- _Task statement_: Across the listing that follows, work out how many lines carry the string "Belcher". Provide that number and nothing else.

= = = = =

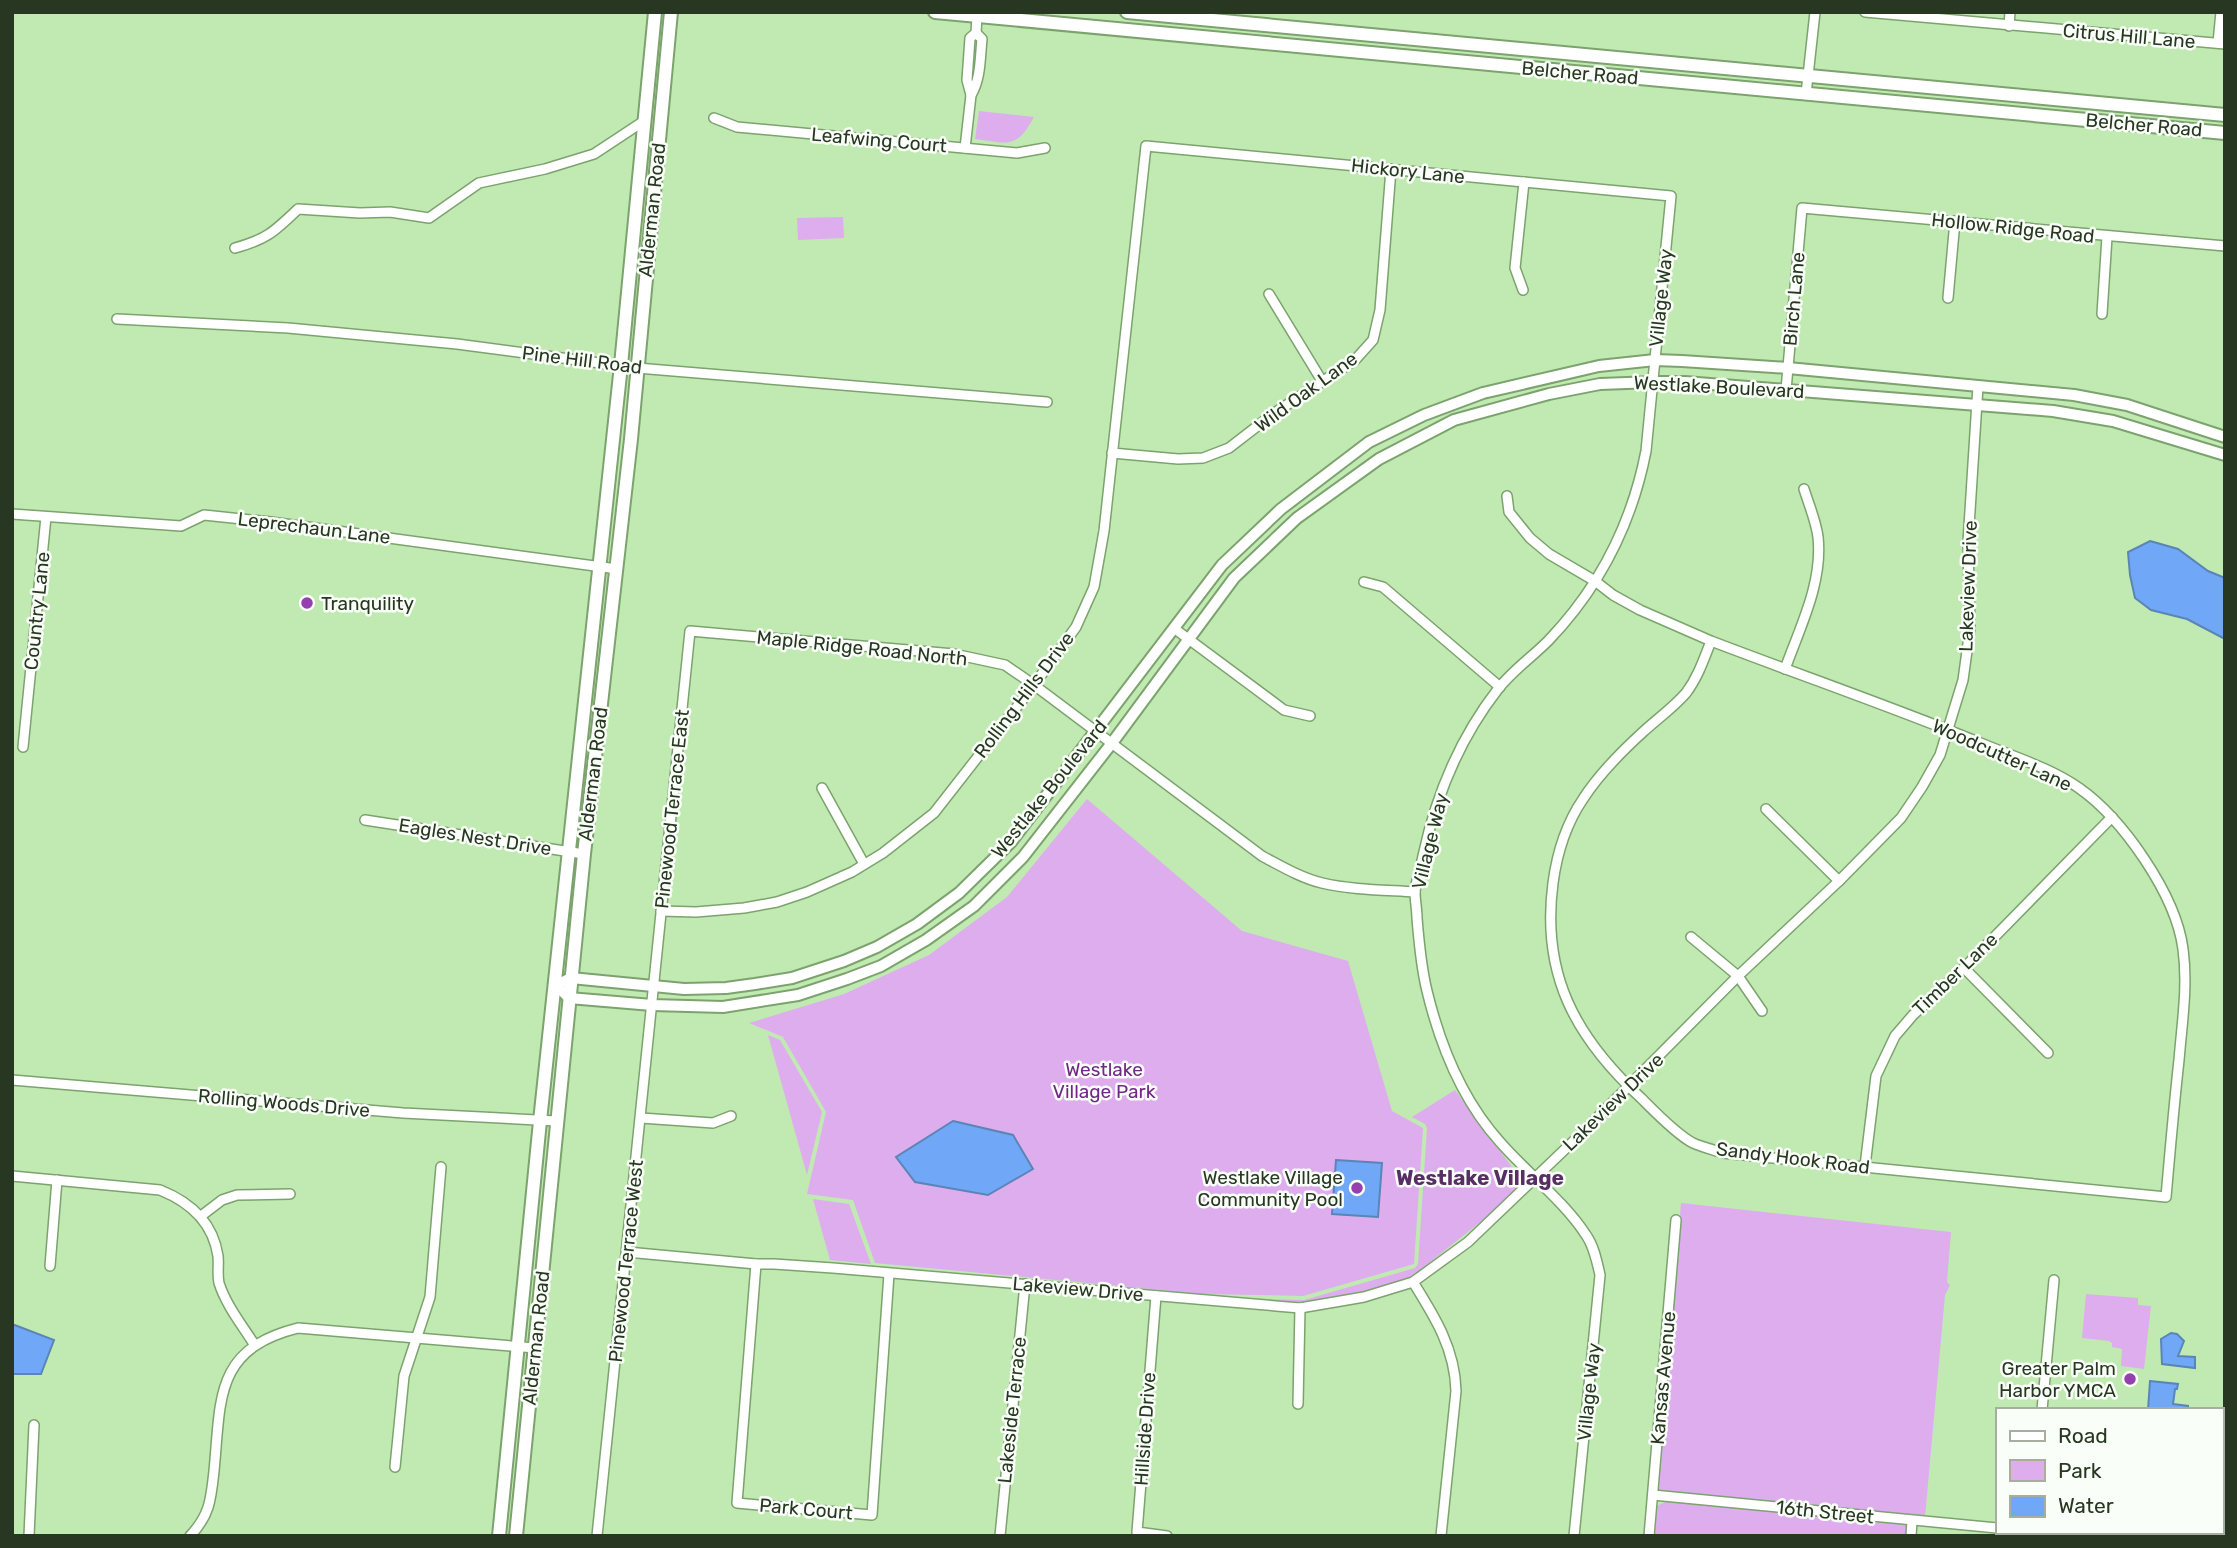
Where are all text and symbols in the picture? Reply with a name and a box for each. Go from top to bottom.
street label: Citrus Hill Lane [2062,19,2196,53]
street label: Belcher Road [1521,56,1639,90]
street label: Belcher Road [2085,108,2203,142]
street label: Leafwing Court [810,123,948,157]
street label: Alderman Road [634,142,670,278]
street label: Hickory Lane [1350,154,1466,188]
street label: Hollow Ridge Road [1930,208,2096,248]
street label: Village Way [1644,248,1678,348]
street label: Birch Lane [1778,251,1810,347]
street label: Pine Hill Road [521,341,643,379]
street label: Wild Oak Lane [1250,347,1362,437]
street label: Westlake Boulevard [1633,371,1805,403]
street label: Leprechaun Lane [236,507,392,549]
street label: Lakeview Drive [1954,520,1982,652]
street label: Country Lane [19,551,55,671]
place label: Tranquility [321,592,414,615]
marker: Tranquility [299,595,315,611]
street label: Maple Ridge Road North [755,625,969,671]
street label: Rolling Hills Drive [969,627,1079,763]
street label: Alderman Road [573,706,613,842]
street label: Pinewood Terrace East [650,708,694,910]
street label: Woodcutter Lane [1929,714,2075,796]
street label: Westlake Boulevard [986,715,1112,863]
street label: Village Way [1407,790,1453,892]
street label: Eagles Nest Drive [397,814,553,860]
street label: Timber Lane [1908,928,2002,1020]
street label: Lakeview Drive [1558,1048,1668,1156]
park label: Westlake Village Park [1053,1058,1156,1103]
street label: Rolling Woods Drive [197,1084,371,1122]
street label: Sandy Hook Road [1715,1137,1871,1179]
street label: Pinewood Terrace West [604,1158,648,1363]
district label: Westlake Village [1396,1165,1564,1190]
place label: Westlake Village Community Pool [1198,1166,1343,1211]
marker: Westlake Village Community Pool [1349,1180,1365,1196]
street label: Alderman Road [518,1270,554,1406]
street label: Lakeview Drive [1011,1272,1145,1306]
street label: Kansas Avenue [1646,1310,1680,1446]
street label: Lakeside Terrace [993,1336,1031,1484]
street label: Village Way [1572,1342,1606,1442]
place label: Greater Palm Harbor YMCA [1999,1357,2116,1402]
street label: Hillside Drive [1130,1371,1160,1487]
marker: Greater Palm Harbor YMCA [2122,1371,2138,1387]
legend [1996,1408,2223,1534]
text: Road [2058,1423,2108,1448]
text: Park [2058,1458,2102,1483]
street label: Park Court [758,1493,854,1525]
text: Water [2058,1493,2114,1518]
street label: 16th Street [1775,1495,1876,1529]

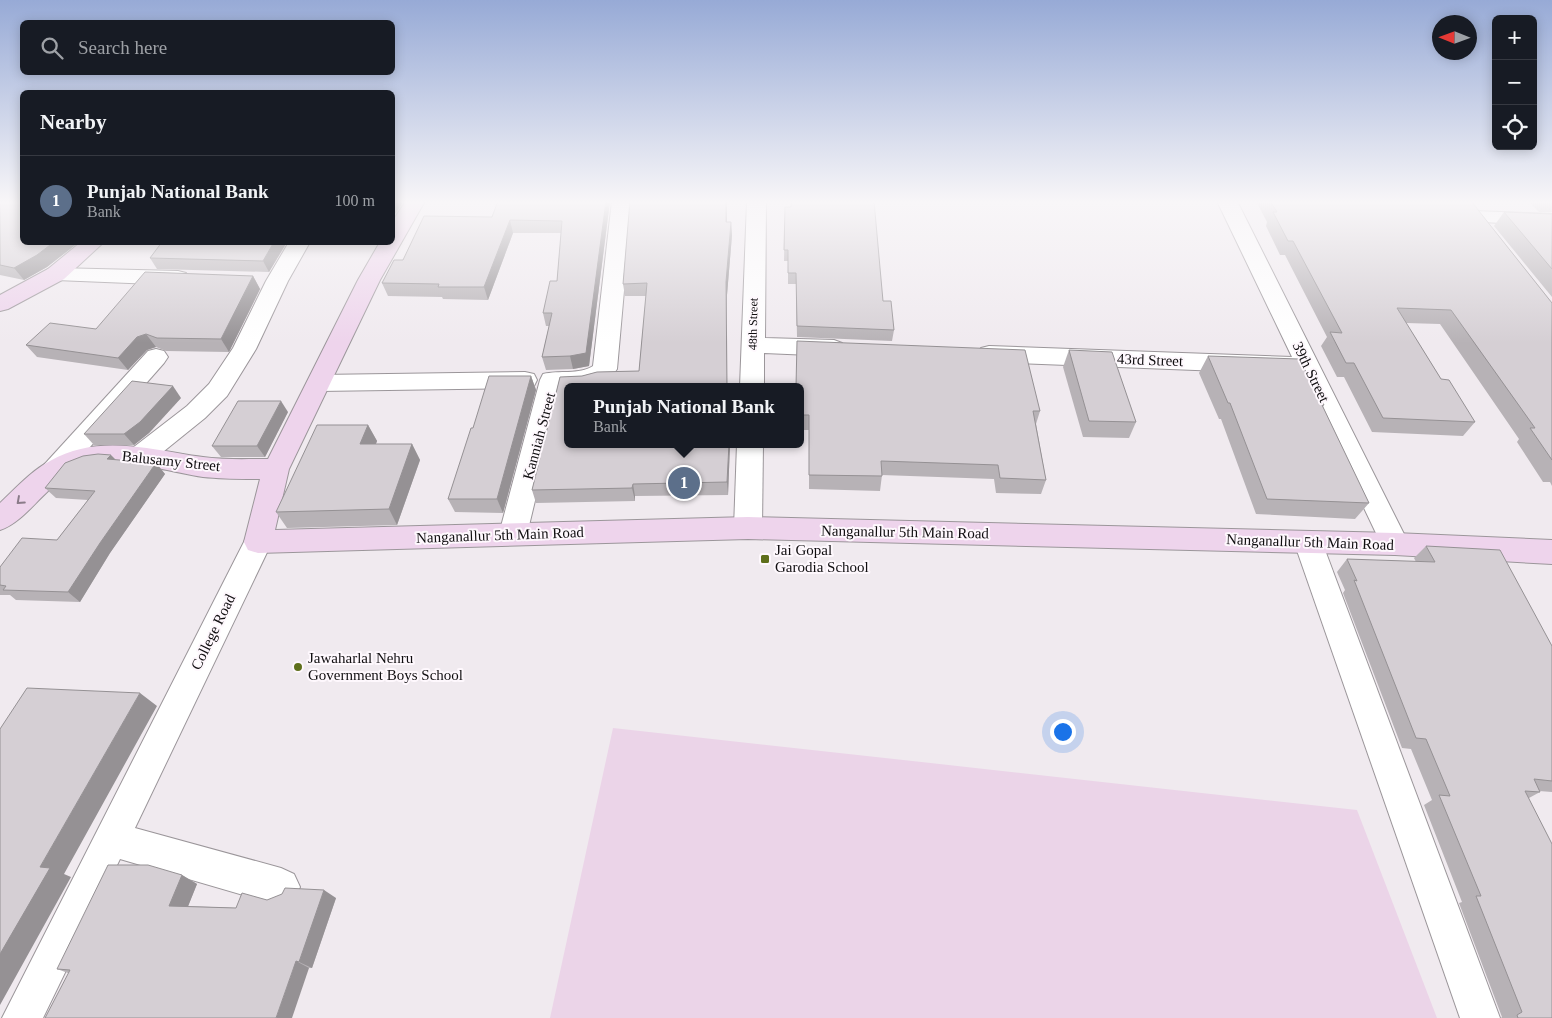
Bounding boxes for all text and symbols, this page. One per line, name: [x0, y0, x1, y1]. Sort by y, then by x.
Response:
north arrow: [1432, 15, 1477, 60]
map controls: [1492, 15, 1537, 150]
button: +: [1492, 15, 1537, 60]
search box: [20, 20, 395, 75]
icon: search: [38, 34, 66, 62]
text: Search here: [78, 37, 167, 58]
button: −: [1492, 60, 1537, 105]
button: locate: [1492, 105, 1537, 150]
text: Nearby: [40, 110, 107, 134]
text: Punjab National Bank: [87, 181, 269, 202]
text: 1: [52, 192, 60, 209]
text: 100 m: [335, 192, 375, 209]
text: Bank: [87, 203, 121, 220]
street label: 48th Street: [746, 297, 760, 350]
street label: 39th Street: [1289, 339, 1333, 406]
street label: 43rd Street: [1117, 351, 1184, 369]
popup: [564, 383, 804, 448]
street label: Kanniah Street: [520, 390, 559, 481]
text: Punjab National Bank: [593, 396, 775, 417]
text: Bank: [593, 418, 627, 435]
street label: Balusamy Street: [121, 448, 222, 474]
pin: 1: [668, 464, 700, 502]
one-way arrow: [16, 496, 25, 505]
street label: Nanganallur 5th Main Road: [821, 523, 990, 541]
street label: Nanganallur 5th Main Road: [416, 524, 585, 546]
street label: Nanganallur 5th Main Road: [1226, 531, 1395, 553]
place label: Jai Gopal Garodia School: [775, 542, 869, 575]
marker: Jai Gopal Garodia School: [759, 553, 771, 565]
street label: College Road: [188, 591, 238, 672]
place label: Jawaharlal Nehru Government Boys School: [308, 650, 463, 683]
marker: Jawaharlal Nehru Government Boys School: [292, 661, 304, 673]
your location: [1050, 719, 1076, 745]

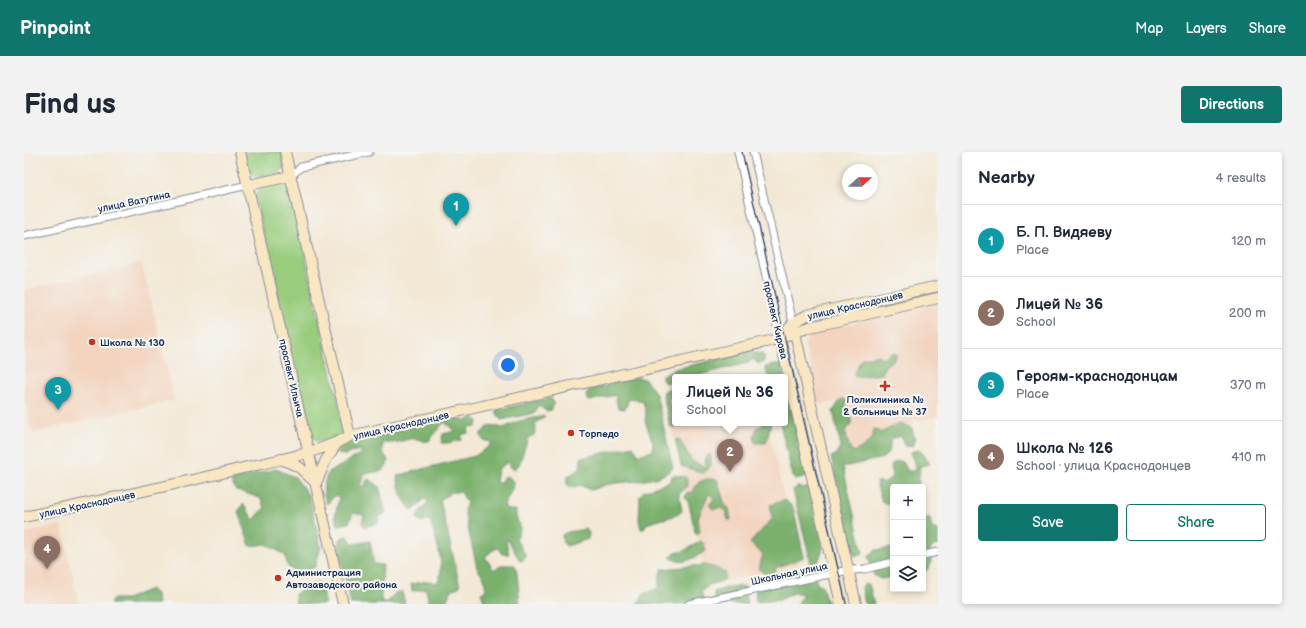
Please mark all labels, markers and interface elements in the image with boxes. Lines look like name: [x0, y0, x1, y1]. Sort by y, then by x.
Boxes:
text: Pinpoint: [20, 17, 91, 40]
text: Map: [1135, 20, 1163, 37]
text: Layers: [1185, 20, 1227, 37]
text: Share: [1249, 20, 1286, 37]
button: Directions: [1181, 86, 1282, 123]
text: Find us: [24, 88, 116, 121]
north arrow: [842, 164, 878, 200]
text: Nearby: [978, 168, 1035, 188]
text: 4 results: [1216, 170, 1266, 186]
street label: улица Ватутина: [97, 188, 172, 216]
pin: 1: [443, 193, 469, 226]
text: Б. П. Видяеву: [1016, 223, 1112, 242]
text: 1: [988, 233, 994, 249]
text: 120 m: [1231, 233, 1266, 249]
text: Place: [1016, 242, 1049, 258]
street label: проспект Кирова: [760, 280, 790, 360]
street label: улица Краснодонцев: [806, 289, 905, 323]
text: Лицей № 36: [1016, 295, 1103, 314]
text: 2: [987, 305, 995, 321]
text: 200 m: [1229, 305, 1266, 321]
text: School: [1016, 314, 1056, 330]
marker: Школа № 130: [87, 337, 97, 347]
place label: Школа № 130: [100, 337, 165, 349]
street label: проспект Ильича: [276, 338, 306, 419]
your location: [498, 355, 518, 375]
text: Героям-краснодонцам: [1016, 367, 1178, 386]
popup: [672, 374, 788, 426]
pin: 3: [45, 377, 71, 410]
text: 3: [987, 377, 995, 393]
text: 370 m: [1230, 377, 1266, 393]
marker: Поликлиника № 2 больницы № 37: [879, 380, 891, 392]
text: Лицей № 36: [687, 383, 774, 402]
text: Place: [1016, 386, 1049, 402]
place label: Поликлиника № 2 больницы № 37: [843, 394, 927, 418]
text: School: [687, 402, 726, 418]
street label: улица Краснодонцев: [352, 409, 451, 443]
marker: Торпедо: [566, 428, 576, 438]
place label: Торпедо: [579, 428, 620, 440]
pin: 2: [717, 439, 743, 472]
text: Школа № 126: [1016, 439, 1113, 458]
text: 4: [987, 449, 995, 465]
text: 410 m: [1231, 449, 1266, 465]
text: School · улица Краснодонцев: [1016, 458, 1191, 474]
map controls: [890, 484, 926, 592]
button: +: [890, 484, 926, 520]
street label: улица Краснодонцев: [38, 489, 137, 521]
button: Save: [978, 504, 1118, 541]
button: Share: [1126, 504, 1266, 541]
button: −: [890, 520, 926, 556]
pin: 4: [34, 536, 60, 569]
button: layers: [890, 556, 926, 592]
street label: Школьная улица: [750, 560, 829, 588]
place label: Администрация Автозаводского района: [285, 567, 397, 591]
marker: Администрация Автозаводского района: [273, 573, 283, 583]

= = = = =

- _Answer box_: 2